7.7 Forecasting with ETS models

Point forecasts are obtained from the models by iterating the equations for $t=T+1,\dots,T+h$ and setting all $\varepsilon_t=0$ for $t>T$ .

For example, for model ETS(M,A,N), $y_{T+1} = (\ell_T + b_T )(1+ \varepsilon_{T+1}).$ Therefore $\hat{y}_{T+1|T}=\ell_{T}+b_{T}.$ Similarly, $\begin{align*} y_{T+2} &= (\ell_{T+1} + b_{T+1})(1 + \varepsilon_{T+1})\\ &= \left[ (\ell_T + b_T) (1+ \alpha\varepsilon_{T+1}) + b_T + \beta (\ell_T + b_T)\varepsilon_{T+1} \right] ( 1 + \varepsilon_{T+1}). \end{align*}$ Therefore, $\hat{y}_{T+2|T}= \ell_{T}+2b_{T},$ and so on. These forecasts are identical to the forecasts from Holt’s linear method, and also to those from model ETS(A,A,N). Thus, the point forecasts obtained from the method and from the two models that underlie the method are identical (assuming that the same parameter values are used).

ETS point forecasts are equal to the medians of the forecast distributions. For models with only additive components, the forecast distributions are normal, so the medians and means are equal. For ETS models with multiplicative errors, or with multiplicative seasonality, the point forecasts will not be equal to the means of the forecast distributions.

To obtain forecasts from an ETS model, we use the forecast function. The R code below shows the possible arguments that this function takes when applied to an ETS model. We explain each of the arguments in what follows.

forecast(object, h=ifelse(object$m>1, 2*object$m, 10),
level=c(80,95), fan=FALSE, simulate=FALSE, bootstrap=FALSE, npaths=5000,
PI=TRUE, lambda=object$lambda, biasadj=NULL, ...)

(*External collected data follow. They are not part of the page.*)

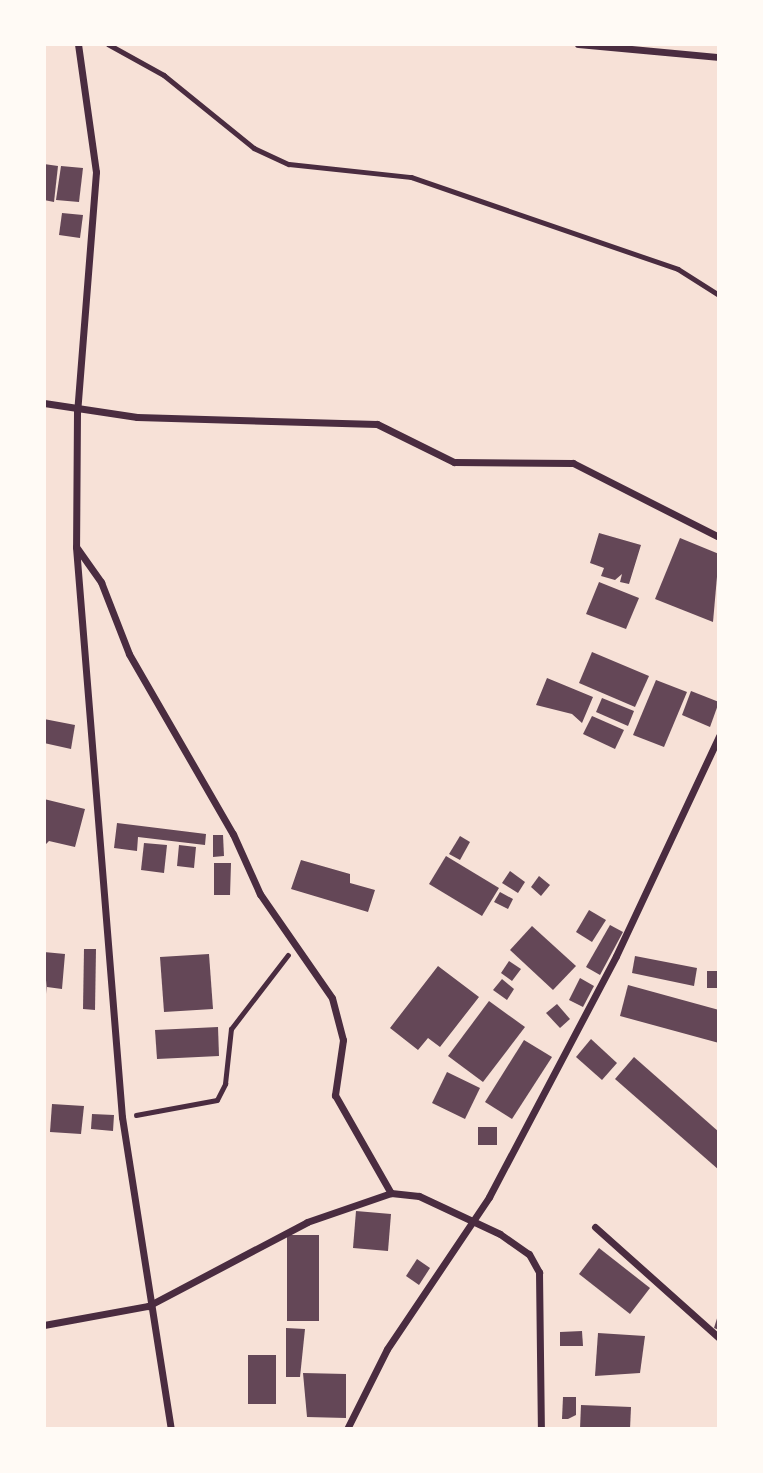 <!DOCTYPE html>
<style>
body{margin:0}
#map{position:relative;width:763px;height:1473px;overflow:hidden;background:#f7e1d7;font-family:Karla,sans-serif}
div>[style]{position:absolute}
[style*='--x']{left:calc(var(--x)*1px);top:calc(var(--y)*1px);width:calc(var(--w)*1px);rotate:calc(var(--a)*1deg)}
.building>*{inset:0;background:#644757}
.path>*{height:4.5px;margin:-2.25px;padding:0 2.25px;transform-origin:2.25px;border-radius:2.25px;background:#4a2c40}
.minor>*{height:7px;margin:-3.5px;padding:0 3.5px;transform-origin:3.5px;border-radius:3.5px;background:#4a2c40}
span{translate:-50% -50%;white-space:nowrap;text-align:center;line-height:1.15;-webkit-text-stroke:5px #fffaf5;paint-order:stroke}
.frame{position:absolute;inset:0;border:46px solid #fffaf5;pointer-events:none}
</style>
<div id="map">
<div class="building">
<div style="clip-path:polygon(44px 164px,58px 166px,54px 202px,44px 200px)"></div>
<div style="clip-path:polygon(61px 166px,83px 168px,79px 202px,56px 200px)"></div>
<div style="clip-path:polygon(62px 213px,83px 215px,80px 238px,59px 235px)"></div>
<div style="clip-path:polygon(599px 533px,641px 545px,629px 584px,620px 582px,622px 574px,615px 580px,601px 576px,604px 568px,590px 563px)"></div>
<div style="clip-path:polygon(680px 538px,719px 554px,713px 622px,655px 599px)"></div>
<div style="clip-path:polygon(599px 582px,639px 598px,626px 629px,586px 614px)"></div>
<div style="clip-path:polygon(592px 652px,649px 676px,635px 707px,579px 683px)"></div>
<div style="clip-path:polygon(547px 678px,593px 697px,582px 723px,572px 714px,536px 705px)"></div>
<div style="clip-path:polygon(656px 680px,687px 692px,664px 747px,633px 735px)"></div>
<div style="clip-path:polygon(691px 691px,719px 702px,710px 727px,682px 715px)"></div>
<div style="clip-path:polygon(602px 698px,634px 711px,628px 726px,596px 712px)"></div>
<div style="clip-path:polygon(592px 716px,624px 730px,615px 749px,583px 734px)"></div>
<div style="clip-path:polygon(44px 719px,75px 725px,71px 749px,44px 743px)"></div>
<div style="clip-path:polygon(44px 799px,85px 809px,75px 847px,49px 841px,44px 846px)"></div>
<div style="clip-path:polygon(117px 823px,206px 834px,205px 845px,138px 837px,137px 851px,114px 848px)"></div>
<div style="clip-path:polygon(213px 835px,223px 835px,224px 856px,213px 857px)"></div>
<div style="clip-path:polygon(460px 836px,470px 842px,460px 860px,449px 854px)"></div>
<div style="clip-path:polygon(144px 843px,167px 845px,164px 873px,141px 870px)"></div>
<div style="clip-path:polygon(179px 845px,196px 847px,194px 868px,177px 866px)"></div>
<div style="clip-path:polygon(446px 856px,499px 888px,482px 916px,429px 884px)"></div>
<div style="clip-path:polygon(301px 860px,350px 874px,350px 883px,375px 890px,368px 912px,291px 889px)"></div>
<div style="clip-path:polygon(214px 863px,231px 863px,230px 895px,214px 895px)"></div>
<div style="clip-path:polygon(510px 871px,525px 882px,518px 893px,502px 883px)"></div>
<div style="clip-path:polygon(539px 876px,550px 885px,541px 896px,531px 887px)"></div>
<div style="clip-path:polygon(500px 892px,513px 899px,508px 909px,494px 902px)"></div>
<div style="clip-path:polygon(589px 910px,606px 920px,592px 942px,576px 932px)"></div>
<div style="clip-path:polygon(610px 925px,623px 932px,600px 975px,586px 967px)"></div>
<div style="clip-path:polygon(532px 926px,576px 966px,553px 990px,510px 950px)"></div>
<div style="clip-path:polygon(84px 949px,96px 949px,95px 1010px,83px 1009px)"></div>
<div style="clip-path:polygon(44px 952px,65px 954px,62px 989px,47px 987px,47px 994px)"></div>
<div style="clip-path:polygon(209px 954px,213px 1009px,164px 1012px,160px 957px)"></div>
<div style="clip-path:polygon(635px 956px,697px 968px,694px 986px,632px 973px)"></div>
<div style="clip-path:polygon(509px 961px,521px 969px,512px 981px,501px 973px)"></div>
<div style="clip-path:polygon(438px 966px,479px 997px,440px 1047px,428px 1038px,418px 1050px,390px 1028px)"></div>
<div style="clip-path:polygon(707px 971px,719px 971px,719px 988px,707px 988px)"></div>
<div style="clip-path:polygon(580px 978px,594px 986px,583px 1007px,569px 1000px)"></div>
<div style="clip-path:polygon(502px 979px,514px 989px,507px 1000px,493px 990px)"></div>
<div style="clip-path:polygon(628px 985px,719px 1010px,719px 1043px,620px 1016px)"></div>
<div style="clip-path:polygon(489px 1001px,525px 1027px,483px 1082px,448px 1056px)"></div>
<div style="clip-path:polygon(557px 1004px,570px 1019px,560px 1028px,546px 1013px)"></div>
<div style="clip-path:polygon(218px 1027px,219px 1056px,157px 1059px,155px 1030px)"></div>
<div style="clip-path:polygon(591px 1039px,617px 1063px,602px 1080px,576px 1057px)"></div>
<div style="clip-path:polygon(524px 1040px,552px 1057px,512px 1119px,485px 1102px)"></div>
<div style="clip-path:polygon(634px 1057px,719px 1132px,719px 1170px,615px 1079px)"></div>
<div style="clip-path:polygon(447px 1072px,480px 1088px,465px 1119px,432px 1103px)"></div>
<div style="clip-path:polygon(52px 1104px,84px 1106px,81px 1134px,50px 1132px)"></div>
<div style="clip-path:polygon(92px 1114px,114px 1115px,113px 1131px,91px 1129px)"></div>
<div style="clip-path:polygon(478px 1127px,497px 1127px,497px 1145px,478px 1145px)"></div>
<div style="clip-path:polygon(356px 1211px,391px 1214px,388px 1251px,353px 1248px)"></div>
<div style="clip-path:polygon(287px 1235px,319px 1235px,319px 1321px,287px 1321px)"></div>
<div style="clip-path:polygon(599px 1248px,650px 1288px,630px 1314px,579px 1274px)"></div>
<div style="clip-path:polygon(417px 1259px,430px 1268px,419px 1285px,406px 1276px)"></div>
<div style="clip-path:polygon(719px 1312px,719px 1330px,714px 1328px)"></div>
<div style="clip-path:polygon(286px 1328px,305px 1329px,300px 1377px,286px 1377px)"></div>
<div style="clip-path:polygon(582px 1331px,583px 1346px,560px 1346px,560px 1332px)"></div>
<div style="clip-path:polygon(598px 1333px,645px 1336px,640px 1373px,595px 1376px)"></div>
<div style="clip-path:polygon(248px 1355px,276px 1355px,276px 1404px,248px 1404px)"></div>
<div style="clip-path:polygon(303px 1373px,346px 1374px,346px 1418px,307px 1417px)"></div>
<div style="clip-path:polygon(563px 1397px,576px 1397px,576px 1415px,568px 1419px,562px 1419px)"></div>
<div style="clip-path:polygon(581px 1405px,631px 1407px,630px 1429px,580px 1429px)"></div>
</div>
<div class="path">
<div style="--x:108;--y:44;--w:64;--a:29"></div>
<div style="--x:164;--y:75;--w:116;--a:39"></div>
<div style="--x:254;--y:148;--w:38;--a:25"></div>
<div style="--x:289;--y:164;--w:123;--a:6.1"></div>
<div style="--x:411;--y:177;--w:282;--a:19"></div>
<div style="--x:678;--y:269;--w:49;--a:32.4"></div>
<div style="--x:136;--y:1115;--w:82;--a:-10.5"></div>
<div style="--x:217;--y:1100;--w:18;--a:-63"></div>
<div style="--x:225;--y:1084;--w:55;--a:-83.8"></div>
<div style="--x:231;--y:1029;--w:93;--a:-52.4"></div>
</div>
<div class="minor">
<div style="--x:78;--y:44;--w:129;--a:82"></div>
<div style="--x:96;--y:172;--w:241;--a:94.5"></div>
<div style="--x:77;--y:412;--w:135;--a:90.4"></div>
<div style="--x:76;--y:547;--w:572;--a:85.39"></div>
<div style="--x:122;--y:1117;--w:316;--a:81.1"></div>
<div style="--x:578;--y:44;--w:142;--a:5.3"></div>
<div style="--x:44;--y:403;--w:94;--a:8.6"></div>
<div style="--x:137;--y:417;--w:240;--a:1.7"></div>
<div style="--x:377;--y:424;--w:86;--a:26.3"></div>
<div style="--x:454;--y:462;--w:119;--a:0.5"></div>
<div style="--x:573;--y:463;--w:164;--a:26.9"></div>
<div style="--x:77;--y:548;--w:42;--a:54.8"></div>
<div style="--x:101;--y:582;--w:77;--a:68.7"></div>
<div style="--x:129;--y:654;--w:208;--a:60"></div>
<div style="--x:233;--y:834;--w:66;--a:65.8"></div>
<div style="--x:260;--y:894;--w:126;--a:55.3"></div>
<div style="--x:332;--y:998;--w:43;--a:75.3"></div>
<div style="--x:343;--y:1040;--w:56;--a:98.3"></div>
<div style="--x:335;--y:1095;--w:113;--a:60.3"></div>
<div style="--x:595;--y:1227;--w:166;--a:41.8"></div>
<div style="--x:44;--y:1325;--w:106;--a:-10.4"></div>
<div style="--x:148;--y:1306;--w:180;--a:-27.8"></div>
<div style="--x:307;--y:1222;--w:89;--a:-19"></div>
<div style="--x:391;--y:1193;--w:28;--a:6"></div>
<div style="--x:419;--y:1196;--w:89;--a:25.1"></div>
<div style="--x:500;--y:1234;--w:35;--a:35"></div>
<div style="--x:529;--y:1254;--w:21;--a:61"></div>
<div style="--x:539;--y:1272;--w:157;--a:89.3"></div>
<div style="--x:347;--y:1429;--w:89;--a:-63.4"></div>
<div style="--x:387;--y:1349;--w:183;--a:-56.1"></div>
<div style="--x:489;--y:1197;--w:272;--a:-62.2"></div>
<div style="--x:616;--y:956;--w:243;--a:-64.9"></div>
</div>
<div class="frame"></div>
</div>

object: The object returned by the ets() function.
h: The forecast horizon — the number of periods to be forecast.
level: The confidence level for the prediction intervals.
fan: If fan=TRUE, level=seq(50,99,by=1). This is suitable for fan plots.
simulate: If simulate=TRUE, prediction intervals are produced by simulation rather than using algebraic formulae. Simulation will also be used (even if simulate=FALSE) where there are no algebraic formulae available for the particular model.
bootstrap: If bootstrap=TRUE and simulate=TRUE, then the simulated prediction intervals use re-sampled errors rather than normally distributed errors.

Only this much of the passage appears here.